■ **WORK INSTRUCTIONS**:
Look through the records and copy every line in which "fast" appears.

■ **DATASET EXCERPTS**:

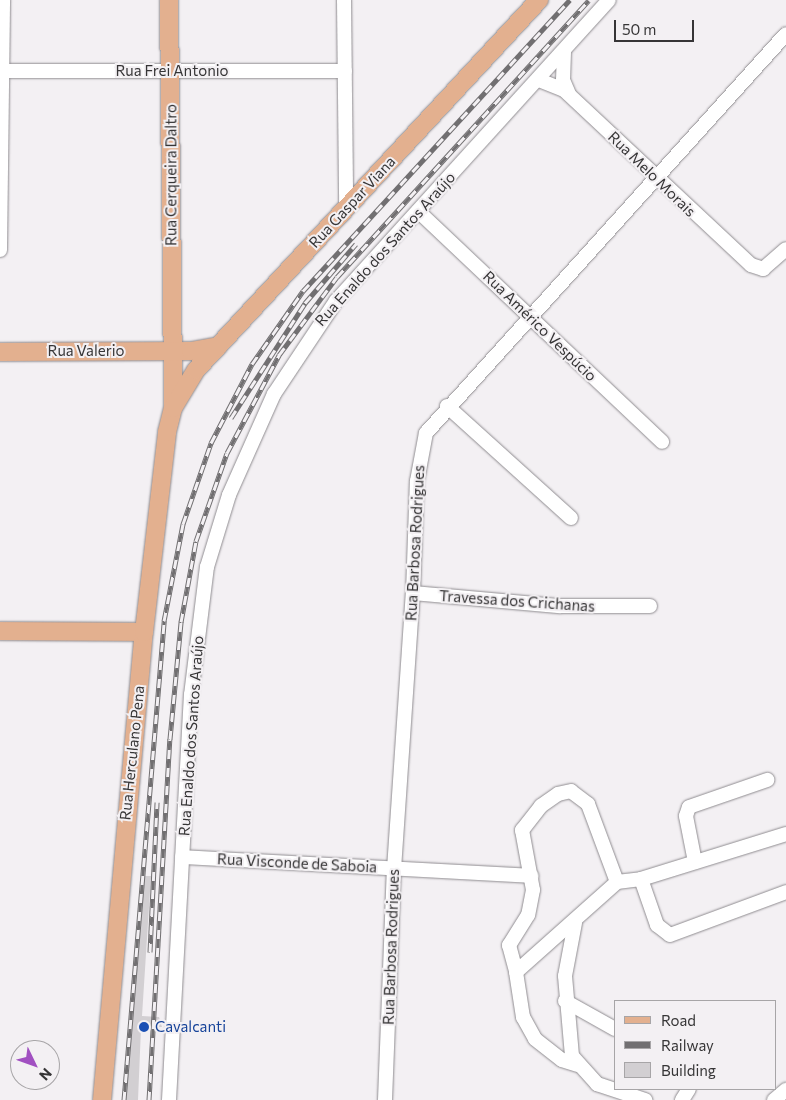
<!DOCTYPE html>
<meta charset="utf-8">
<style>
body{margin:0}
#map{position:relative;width:786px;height:1100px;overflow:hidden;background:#f3f0f3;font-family:Commissioner,sans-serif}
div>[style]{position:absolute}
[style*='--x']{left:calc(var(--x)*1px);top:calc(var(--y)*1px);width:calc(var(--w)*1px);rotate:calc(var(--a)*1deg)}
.building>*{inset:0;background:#d2cfd2}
.roads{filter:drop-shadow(0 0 1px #8f8c90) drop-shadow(0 0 1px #8f8c90)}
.minor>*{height:14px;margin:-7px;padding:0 7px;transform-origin:7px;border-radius:7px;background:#fff}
.major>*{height:18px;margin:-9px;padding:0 9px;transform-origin:9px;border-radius:9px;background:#e3b08f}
.rail>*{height:5px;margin-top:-2.5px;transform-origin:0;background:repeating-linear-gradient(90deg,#f3f0f3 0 9px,#716f71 0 18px);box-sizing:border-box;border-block:1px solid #716f71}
.dots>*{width:14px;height:14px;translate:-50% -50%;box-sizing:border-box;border:2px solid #f3f0f3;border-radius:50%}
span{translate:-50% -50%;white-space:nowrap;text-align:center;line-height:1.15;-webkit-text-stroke:4px #f3f0f3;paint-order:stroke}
.street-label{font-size:15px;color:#363536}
.transit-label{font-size:15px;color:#164399}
.left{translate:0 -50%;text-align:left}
.legend{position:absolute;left:614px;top:1000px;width:162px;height:90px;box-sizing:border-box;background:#f3f0f3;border:1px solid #a7a5a7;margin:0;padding:6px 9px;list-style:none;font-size:15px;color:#363536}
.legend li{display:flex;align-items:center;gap:10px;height:25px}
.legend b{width:25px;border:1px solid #a7a5a7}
.north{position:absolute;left:10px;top:1040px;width:50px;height:50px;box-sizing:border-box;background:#f3f0f3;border:1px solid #a7a5a7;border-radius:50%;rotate:132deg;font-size:14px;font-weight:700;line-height:20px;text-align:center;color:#363536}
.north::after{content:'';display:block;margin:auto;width:18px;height:22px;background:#a150c1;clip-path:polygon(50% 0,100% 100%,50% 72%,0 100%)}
.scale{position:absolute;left:614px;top:20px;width:80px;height:22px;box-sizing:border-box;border:2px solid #363536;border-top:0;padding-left:6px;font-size:15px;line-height:18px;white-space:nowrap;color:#363536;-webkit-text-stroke:4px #f3f0f3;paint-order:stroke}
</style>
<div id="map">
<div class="building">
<div style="clip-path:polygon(144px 876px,151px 876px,142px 1016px,159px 1017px,162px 1027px,141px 1028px,138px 1100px,126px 1100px)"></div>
</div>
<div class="roads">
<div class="minor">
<div style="--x:344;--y:0;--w:208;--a:89.4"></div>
<div style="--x:564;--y:52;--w:28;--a:92"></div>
<div style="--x:563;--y:80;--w:15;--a:67"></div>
<div style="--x:0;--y:71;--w:345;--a:0"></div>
<div style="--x:539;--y:80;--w:27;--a:22"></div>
<div style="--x:564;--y:90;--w:256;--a:43.1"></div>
<div style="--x:751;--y:265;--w:13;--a:18"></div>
<div style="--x:763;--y:269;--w:30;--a:-41"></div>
<div style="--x:418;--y:211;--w:336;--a:43.4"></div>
<div style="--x:0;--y:250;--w:250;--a:-89.3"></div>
<div style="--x:447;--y:406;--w:167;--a:42.1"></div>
<div style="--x:413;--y:593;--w:148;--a:5.1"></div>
<div style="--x:560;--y:606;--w:90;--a:0"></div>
<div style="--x:182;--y:857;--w:350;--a:3.1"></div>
<div style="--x:695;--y:862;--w:47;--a:-101.1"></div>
<div style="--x:686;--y:816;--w:9;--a:-72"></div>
<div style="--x:689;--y:807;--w:83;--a:-19.1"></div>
<div style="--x:641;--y:879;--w:49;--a:70.8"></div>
<div style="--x:657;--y:925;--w:16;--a:38"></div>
<div style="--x:670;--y:935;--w:124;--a:-20.3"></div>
<div style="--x:617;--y:882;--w:83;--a:-110.4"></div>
<div style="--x:588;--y:804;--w:21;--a:-143"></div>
<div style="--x:571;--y:791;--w:13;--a:167"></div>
<div style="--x:558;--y:794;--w:21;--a:145"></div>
<div style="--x:541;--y:806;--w:31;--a:128"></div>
<div style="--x:522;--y:830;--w:61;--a:79.6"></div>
<div style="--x:533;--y:890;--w:25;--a:101"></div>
<div style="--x:528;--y:915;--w:36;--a:122"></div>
<div style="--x:509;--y:945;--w:28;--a:75"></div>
<div style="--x:516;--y:972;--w:135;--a:-41.7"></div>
<div style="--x:617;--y:882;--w:24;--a:-7"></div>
<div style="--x:641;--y:879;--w:152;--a:-17.2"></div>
<div style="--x:575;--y:923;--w:54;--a:100.7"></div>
<div style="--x:565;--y:976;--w:80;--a:85"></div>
<div style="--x:572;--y:1056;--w:38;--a:48"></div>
<div style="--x:597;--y:1084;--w:51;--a:18.4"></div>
<div style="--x:516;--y:972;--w:46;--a:81.2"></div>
<div style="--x:523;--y:1017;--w:25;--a:61"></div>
<div style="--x:535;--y:1039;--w:34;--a:38"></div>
<div style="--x:562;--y:1060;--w:16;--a:18"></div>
<div style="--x:565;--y:1001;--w:57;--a:29.2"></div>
<div style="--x:169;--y:1100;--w:406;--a:-86.9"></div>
<div style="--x:191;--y:695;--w:129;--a:-82.9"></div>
<div style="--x:207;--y:567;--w:75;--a:-73"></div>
<div style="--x:229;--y:495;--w:111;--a:-66"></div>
<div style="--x:274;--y:394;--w:112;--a:-56.3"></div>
<div style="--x:336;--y:301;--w:406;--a:-47.8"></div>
<div style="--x:385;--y:1100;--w:231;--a:-87.8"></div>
<div style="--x:394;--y:869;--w:277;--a:-86.1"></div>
<div style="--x:413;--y:593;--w:112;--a:-88"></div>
<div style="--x:417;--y:481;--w:49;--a:-79.4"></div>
<div style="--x:426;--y:433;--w:537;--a:-47.94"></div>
<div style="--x:682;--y:1100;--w:13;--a:-58"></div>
<div style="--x:774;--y:1100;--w:16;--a:-40"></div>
</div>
<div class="major">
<div style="--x:169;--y:0;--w:405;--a:89.4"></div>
<div style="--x:0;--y:352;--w:191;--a:-0.3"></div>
<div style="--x:191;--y:351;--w:28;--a:-10"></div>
<div style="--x:0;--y:631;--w:144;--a:0.4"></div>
<div style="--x:102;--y:1100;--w:470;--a:-84.9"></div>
<div style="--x:144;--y:632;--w:201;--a:-83.4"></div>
<div style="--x:167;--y:432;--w:25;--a:-76"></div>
<div style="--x:173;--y:408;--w:44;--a:-58.8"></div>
<div style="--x:196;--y:370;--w:505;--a:-47.17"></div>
</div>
</div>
<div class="rail">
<div style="--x:231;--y:418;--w:137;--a:-57.2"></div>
<div style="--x:305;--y:303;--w:78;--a:-49.2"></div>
<div style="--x:150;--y:952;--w:150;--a:-87.3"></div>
<div style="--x:124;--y:1100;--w:481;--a:-85.2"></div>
<div style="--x:164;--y:621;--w:99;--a:-78.9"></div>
<div style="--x:183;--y:524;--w:86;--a:-70.9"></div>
<div style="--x:211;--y:443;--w:89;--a:-62.6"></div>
<div style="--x:252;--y:364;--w:89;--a:-55.1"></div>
<div style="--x:303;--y:291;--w:395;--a:-47.5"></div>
<div style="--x:149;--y:1100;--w:362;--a:-86.7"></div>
<div style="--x:170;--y:739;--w:118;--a:-84.6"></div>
<div style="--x:181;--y:622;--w:82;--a:-79.5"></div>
<div style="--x:196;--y:541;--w:93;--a:-70.6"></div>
<div style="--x:227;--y:453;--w:111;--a:-62"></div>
<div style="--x:279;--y:355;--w:97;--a:-53.4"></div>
<div style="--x:337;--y:277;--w:374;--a:-47.7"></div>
</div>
<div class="dots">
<div style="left:144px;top:1027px;background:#1a4fb4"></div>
</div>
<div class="street-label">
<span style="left:172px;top:71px">Rua Frei Antonio</span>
<span style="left:652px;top:174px;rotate:44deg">Rua Melo Morais</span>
<span style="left:171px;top:175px;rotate:-90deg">Rua Cerqueira Daltro</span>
<span style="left:352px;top:202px;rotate:-47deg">Rua Gaspar Viana</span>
<span style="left:385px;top:249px;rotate:-48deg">Rua Enaldo dos Santos Araújo</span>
<span style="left:540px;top:326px;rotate:44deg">Rua Américo Vespúcio</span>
<span style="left:86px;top:351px">Rua Valerio</span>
<span style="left:415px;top:543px;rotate:-87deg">Rua Barbosa Rodrigues</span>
<span style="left:517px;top:601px;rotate:4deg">Travessa dos Crichanas</span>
<span style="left:191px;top:736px;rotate:-86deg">Rua Enaldo dos Santos Araújo</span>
<span style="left:132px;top:753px;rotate:-84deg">Rua Herculano Pena</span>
<span style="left:297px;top:863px;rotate:3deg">Rua Visconde de Saboia</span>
<span style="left:391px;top:947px;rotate:-88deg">Rua Barbosa Rodrigues</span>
</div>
<div class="transit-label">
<span class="left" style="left:155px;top:1027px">Cavalcanti</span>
</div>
<ul class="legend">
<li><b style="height:6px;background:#e3b08f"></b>Road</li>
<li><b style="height:6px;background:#716f71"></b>Railway</li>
<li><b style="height:14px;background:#d2cfd2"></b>Building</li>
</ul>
<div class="north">N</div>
<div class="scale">50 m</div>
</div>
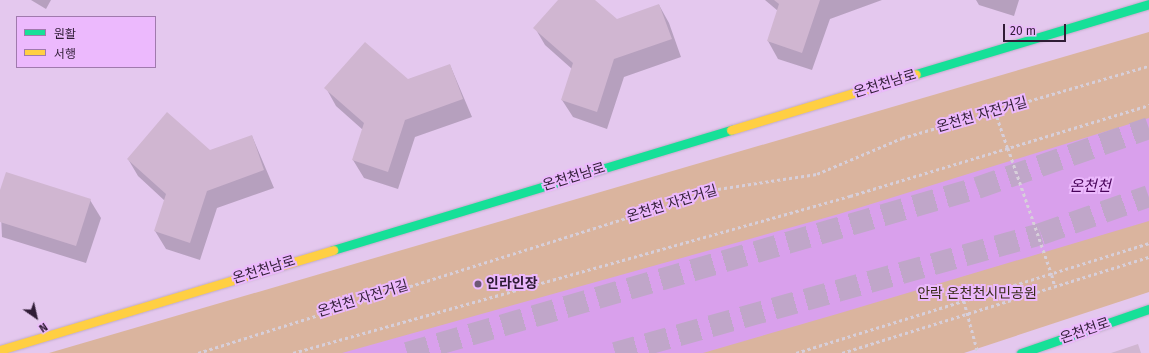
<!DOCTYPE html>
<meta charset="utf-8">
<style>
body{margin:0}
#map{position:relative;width:1149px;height:353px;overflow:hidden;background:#e4c8ee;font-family:"Fira Sans","Noto Sans KR",sans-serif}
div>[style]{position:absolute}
.green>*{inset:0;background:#dab49e}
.water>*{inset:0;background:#d9a0ec}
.shadow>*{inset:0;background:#0003}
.building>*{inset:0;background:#d0b6d1}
.highway-tunnel>*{height:22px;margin-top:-11px;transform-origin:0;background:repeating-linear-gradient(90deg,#c0a6c9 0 22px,transparent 0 33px)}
.path>*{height:2.5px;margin-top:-1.25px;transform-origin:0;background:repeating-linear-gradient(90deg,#d7cfda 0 3px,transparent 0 6px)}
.roads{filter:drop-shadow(0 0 1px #c1abc9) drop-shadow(0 0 1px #c1abc9)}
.fast>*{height:9px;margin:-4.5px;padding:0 4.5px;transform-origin:4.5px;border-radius:4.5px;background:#16e098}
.slow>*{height:9px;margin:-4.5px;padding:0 4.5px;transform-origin:4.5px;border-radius:4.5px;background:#ffcf43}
.path-bridge>*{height:2.5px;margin-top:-1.25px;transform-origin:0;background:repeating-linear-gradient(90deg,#d7cfda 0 3px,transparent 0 6px)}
.dots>*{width:11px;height:11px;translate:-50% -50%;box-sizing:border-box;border:2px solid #ecb9fd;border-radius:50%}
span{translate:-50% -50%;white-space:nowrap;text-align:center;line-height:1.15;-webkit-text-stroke:4px #ecb9fd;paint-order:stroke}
.street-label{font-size:14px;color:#2f1c35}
.poi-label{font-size:14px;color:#2f1c35;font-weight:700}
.left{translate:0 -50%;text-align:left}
.park-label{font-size:14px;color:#392c1a}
.water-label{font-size:15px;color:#480359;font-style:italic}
.legend{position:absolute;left:16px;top:16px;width:140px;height:52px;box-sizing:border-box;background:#ecb9fd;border:1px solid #a07aad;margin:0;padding:5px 7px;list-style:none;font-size:12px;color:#2f1c35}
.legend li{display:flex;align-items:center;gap:8px;height:20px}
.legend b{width:20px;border:1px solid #a07aad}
.north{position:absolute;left:16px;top:297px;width:40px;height:40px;-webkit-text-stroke:3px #ecb9fd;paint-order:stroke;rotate:146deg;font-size:11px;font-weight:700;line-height:16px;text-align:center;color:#2f1c35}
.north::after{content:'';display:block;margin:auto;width:14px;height:18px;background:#2f1c35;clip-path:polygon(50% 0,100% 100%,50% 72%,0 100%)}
.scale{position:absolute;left:1003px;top:24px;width:63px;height:18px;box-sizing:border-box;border:2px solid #2f1c35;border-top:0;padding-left:5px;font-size:12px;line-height:14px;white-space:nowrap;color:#2f1c35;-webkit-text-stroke:3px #ecb9fd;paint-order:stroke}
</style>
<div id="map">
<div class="green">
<div style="clip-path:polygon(1149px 32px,1149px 292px,964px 353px,49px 353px)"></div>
</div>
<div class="water">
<div style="clip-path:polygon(1149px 118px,1149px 221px,837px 314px,703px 353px,342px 353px,839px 214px)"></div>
</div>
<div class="shadow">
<div style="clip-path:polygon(31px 0,51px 0,46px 9px)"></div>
<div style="clip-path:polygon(559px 0,594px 0,616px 20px,659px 5px,669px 23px,681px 57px,624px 77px,607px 129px,573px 117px,562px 100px,572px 69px,545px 45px,535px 28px)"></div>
<div style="clip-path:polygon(765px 0,882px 0,830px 19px,812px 70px,778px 59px,768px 41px,778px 11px)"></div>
<div style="clip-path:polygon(976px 0,1019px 0,1014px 16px,979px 5px)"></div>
<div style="clip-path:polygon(450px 65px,472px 117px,415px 137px,398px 189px,364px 178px,353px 160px,363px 130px,336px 106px,326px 88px,407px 80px)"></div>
<div style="clip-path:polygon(252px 136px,274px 188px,217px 208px,200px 260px,166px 249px,155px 231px,165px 201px,138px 176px,128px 159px,209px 151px)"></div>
<div style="clip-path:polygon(0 193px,90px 200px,101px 218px,86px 263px,2px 237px)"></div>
</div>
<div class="building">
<div style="clip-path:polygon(558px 0,595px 0,617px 19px,659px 4px,672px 39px,614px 59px,597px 112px,561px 100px,573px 63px,533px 28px)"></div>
<div style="clip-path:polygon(774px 0,820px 0,802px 53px,767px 41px,779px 4px)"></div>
<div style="clip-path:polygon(365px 42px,408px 79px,450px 64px,463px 99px,405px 120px,388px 172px,352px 160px,364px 123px,324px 88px)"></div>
<div style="clip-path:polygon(167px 112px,210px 150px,252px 135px,264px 170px,207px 191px,190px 243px,154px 231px,166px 194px,127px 159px)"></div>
<div style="clip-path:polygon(6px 172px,91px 199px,76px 246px,0 222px,0 190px)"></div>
<div style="clip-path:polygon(1138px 344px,1141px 353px,1111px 353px)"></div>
</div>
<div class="highway-tunnel">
<div style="left:407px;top:353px;width:593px;rotate:-16.14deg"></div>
<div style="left:977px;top:188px;width:182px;rotate:-19.2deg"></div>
<div style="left:615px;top:353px;width:442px;rotate:-15.6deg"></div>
<div style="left:1041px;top:234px;width:114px;rotate:-19.4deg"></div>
</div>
<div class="path">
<div style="left:995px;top:111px;width:39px;rotate:71deg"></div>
<div style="left:1052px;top:275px;width:12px;rotate:76deg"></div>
<div style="left:964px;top:301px;width:54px;rotate:74.9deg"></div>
<div style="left:198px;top:353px;width:545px;rotate:-17.5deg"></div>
<div style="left:718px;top:189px;width:100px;rotate:-8.6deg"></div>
<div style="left:817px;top:174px;width:92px;rotate:-23deg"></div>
<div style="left:902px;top:138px;width:257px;rotate:-16.3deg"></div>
<div style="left:293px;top:353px;width:579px;rotate:-15.74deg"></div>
<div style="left:850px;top:196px;width:313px;rotate:-16.9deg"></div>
<div style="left:796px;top:353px;width:370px;rotate:-17.3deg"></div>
<div style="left:842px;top:353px;width:322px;rotate:-17.4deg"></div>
</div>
<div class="roads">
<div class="fast">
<div style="left:916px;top:74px;width:243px;rotate:-16.7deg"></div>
<div style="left:333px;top:250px;width:416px;rotate:-16.8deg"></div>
<div style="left:1021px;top:353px;width:135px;rotate:-19deg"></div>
</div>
<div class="slow">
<div style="left:731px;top:130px;width:193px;rotate:-16.8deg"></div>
<div style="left:0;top:350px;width:348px;rotate:-16.7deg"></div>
</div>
</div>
<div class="path-bridge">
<div style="left:1008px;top:148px;width:134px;rotate:70.9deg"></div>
</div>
<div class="dots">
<div style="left:478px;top:284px;background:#6e5876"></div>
</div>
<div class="street-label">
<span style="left:885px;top:84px;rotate:-17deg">온천천남로</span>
<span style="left:982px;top:115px;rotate:-16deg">온천천 자전거길</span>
<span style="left:574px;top:177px;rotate:-17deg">온천천남로</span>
<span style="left:672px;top:204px;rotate:-17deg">온천천 자전거길</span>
<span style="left:264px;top:270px;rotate:-17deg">온천천남로</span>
<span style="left:363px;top:299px;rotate:-17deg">온천천 자전거길</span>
<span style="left:1085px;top:331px;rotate:-19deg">온천천로</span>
</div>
<div class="poi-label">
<span class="left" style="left:486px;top:284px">인라인장</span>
</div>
<div class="park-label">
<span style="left:977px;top:294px">안락 온천천시민공원</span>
</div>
<div class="water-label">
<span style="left:1090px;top:187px">온천천</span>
</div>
<ul class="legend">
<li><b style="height:5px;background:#16e098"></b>원활</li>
<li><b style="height:5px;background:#ffcf43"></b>서행</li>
</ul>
<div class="north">N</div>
<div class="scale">20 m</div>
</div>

■ **YOUR RESPONSE**:
.fast>*{height:9px;margin:-4.5px;padding:0 4.5px;transform-origin:4.5px;border-radius:4.5px;background:#16e098}
<div class="fast">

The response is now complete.